Brief -
Return the full set of entries precisely. Do not carry over any pictures.

Material to process -
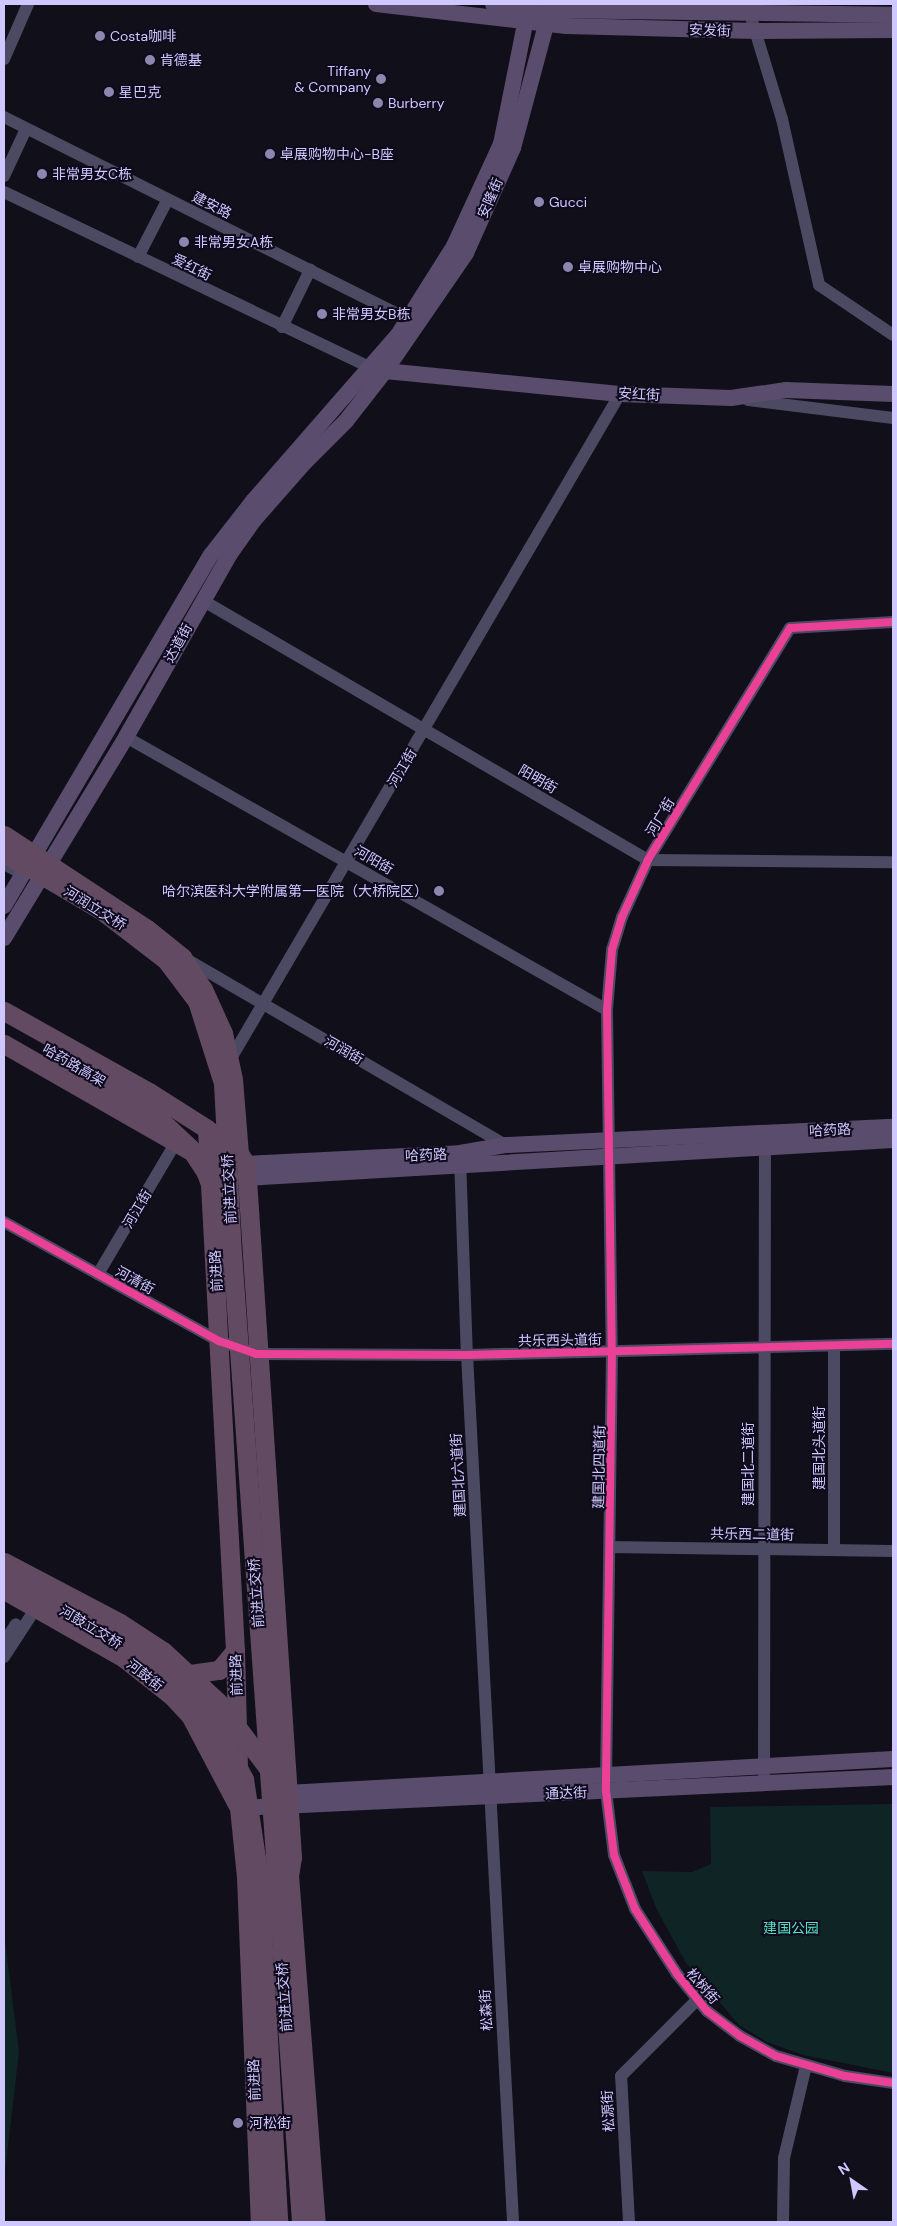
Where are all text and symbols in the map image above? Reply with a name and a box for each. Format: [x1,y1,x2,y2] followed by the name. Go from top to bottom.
[689,21,731,39] street label: 安发街
[110,28,176,44] place label: Costa咖啡
[94,30,106,42] marker: Costa咖啡
[160,52,202,68] place label: 肯德基
[144,54,156,66] marker: 肯德基
[294,63,371,95] place label: Tiffany & Company
[375,73,387,85] marker: Tiffany & Company
[119,84,161,100] place label: 星巴克
[103,86,115,98] marker: 星巴克
[388,95,445,111] place label: Burberry
[372,97,384,109] marker: Burberry
[280,146,394,162] place label: 卓展购物中心-B座
[264,148,276,160] marker: 卓展购物中心-B座
[52,166,132,182] place label: 非常男女C栋
[36,168,48,180] marker: 非常男女C栋
[474,175,506,221] street label: 安隆街
[189,188,235,222] street label: 建安路
[549,194,587,210] place label: Gucci
[533,196,545,208] marker: Gucci
[194,234,273,250] place label: 非常男女A栋
[178,236,190,248] marker: 非常男女A栋
[169,250,215,284] street label: 爱红街
[578,259,662,275] place label: 卓展购物中心
[562,261,574,273] marker: 卓展购物中心
[332,306,410,322] place label: 非常男女B栋
[316,308,328,320] marker: 非常男女B栋
[618,385,660,403] street label: 安红街
[160,621,196,665] street label: 达道街
[384,746,420,790] street label: 河江街
[516,761,560,797] street label: 阳明街
[642,795,678,839] street label: 河广街
[352,842,396,878] street label: 河阳街
[61,882,129,934] street label: 河润立交桥
[162,883,428,899] place label: 哈尔滨医科大学附属第一医院（大桥院区）
[432,884,446,898] marker: 哈尔滨医科大学附属第一医院（大桥院区）
[322,1032,366,1068] street label: 河润街
[39,1040,109,1090] street label: 哈药路高架
[809,1121,851,1139] street label: 哈药路
[405,1146,447,1164] street label: 哈药路
[219,1154,239,1224] street label: 前进立交桥
[119,1187,155,1231] street label: 河江街
[207,1250,225,1292] street label: 前进路
[113,1262,157,1298] street label: 河清街
[518,1331,602,1349] street label: 共乐西头道街
[811,1406,827,1490] street label: 建国北头道街
[740,1422,756,1506] street label: 建国北二道街
[590,1425,608,1509] street label: 建国北四道街
[447,1433,469,1517] street label: 建国北六道街
[710,1525,794,1543] street label: 共乐西二道街
[245,1557,267,1629] street label: 前进立交桥
[57,1602,125,1652] street label: 河鼓立交桥
[227,1654,245,1696] street label: 前进路
[123,1655,167,1695] street label: 河鼓街
[545,1784,587,1802] street label: 通达街
[763,1920,819,1936] park label: 建国公园
[273,1961,295,2033] street label: 前进立交桥
[683,1965,723,2007] street label: 松树街
[477,1989,495,2031] street label: 松森街
[245,2059,263,2101] street label: 前进路
[599,2090,617,2132] street label: 松源街
[249,2115,291,2131] place label: 河松街
[231,2116,245,2130] marker: 河松街
[827,2156,877,2206] north arrow
[835,2158,853,2179] text: N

Task answer -
Where are all text and symbols in the map image above? Reply with a name and a box for each. Format: [x1,y1,x2,y2] followed by the name. Go from top to bottom.
[689,21,731,39] street label: 安发街
[110,28,176,44] place label: Costa咖啡
[94,30,106,42] marker: Costa咖啡
[160,52,202,68] place label: 肯德基
[144,54,156,66] marker: 肯德基
[294,63,371,95] place label: Tiffany & Company
[375,73,387,85] marker: Tiffany & Company
[119,84,161,100] place label: 星巴克
[103,86,115,98] marker: 星巴克
[388,95,445,111] place label: Burberry
[372,97,384,109] marker: Burberry
[280,146,394,162] place label: 卓展购物中心-B座
[264,148,276,160] marker: 卓展购物中心-B座
[52,166,132,182] place label: 非常男女C栋
[36,168,48,180] marker: 非常男女C栋
[474,175,506,221] street label: 安隆街
[189,188,235,222] street label: 建安路
[549,194,587,210] place label: Gucci
[533,196,545,208] marker: Gucci
[194,234,273,250] place label: 非常男女A栋
[178,236,190,248] marker: 非常男女A栋
[169,250,215,284] street label: 爱红街
[578,259,662,275] place label: 卓展购物中心
[562,261,574,273] marker: 卓展购物中心
[332,306,410,322] place label: 非常男女B栋
[316,308,328,320] marker: 非常男女B栋
[618,385,660,403] street label: 安红街
[160,621,196,665] street label: 达道街
[384,746,420,790] street label: 河江街
[516,761,560,797] street label: 阳明街
[642,795,678,839] street label: 河广街
[352,842,396,878] street label: 河阳街
[61,882,129,934] street label: 河润立交桥
[162,883,428,899] place label: 哈尔滨医科大学附属第一医院（大桥院区）
[432,884,446,898] marker: 哈尔滨医科大学附属第一医院（大桥院区）
[322,1032,366,1068] street label: 河润街
[39,1040,109,1090] street label: 哈药路高架
[809,1121,851,1139] street label: 哈药路
[405,1146,447,1164] street label: 哈药路
[219,1154,239,1224] street label: 前进立交桥
[119,1187,155,1231] street label: 河江街
[207,1250,225,1292] street label: 前进路
[113,1262,157,1298] street label: 河清街
[518,1331,602,1349] street label: 共乐西头道街
[811,1406,827,1490] street label: 建国北头道街
[740,1422,756,1506] street label: 建国北二道街
[590,1425,608,1509] street label: 建国北四道街
[447,1433,469,1517] street label: 建国北六道街
[710,1525,794,1543] street label: 共乐西二道街
[245,1557,267,1629] street label: 前进立交桥
[57,1602,125,1652] street label: 河鼓立交桥
[227,1654,245,1696] street label: 前进路
[123,1655,167,1695] street label: 河鼓街
[545,1784,587,1802] street label: 通达街
[763,1920,819,1936] park label: 建国公园
[273,1961,295,2033] street label: 前进立交桥
[683,1965,723,2007] street label: 松树街
[477,1989,495,2031] street label: 松森街
[245,2059,263,2101] street label: 前进路
[599,2090,617,2132] street label: 松源街
[249,2115,291,2131] place label: 河松街
[231,2116,245,2130] marker: 河松街
[827,2156,877,2206] north arrow
[835,2158,853,2179] text: N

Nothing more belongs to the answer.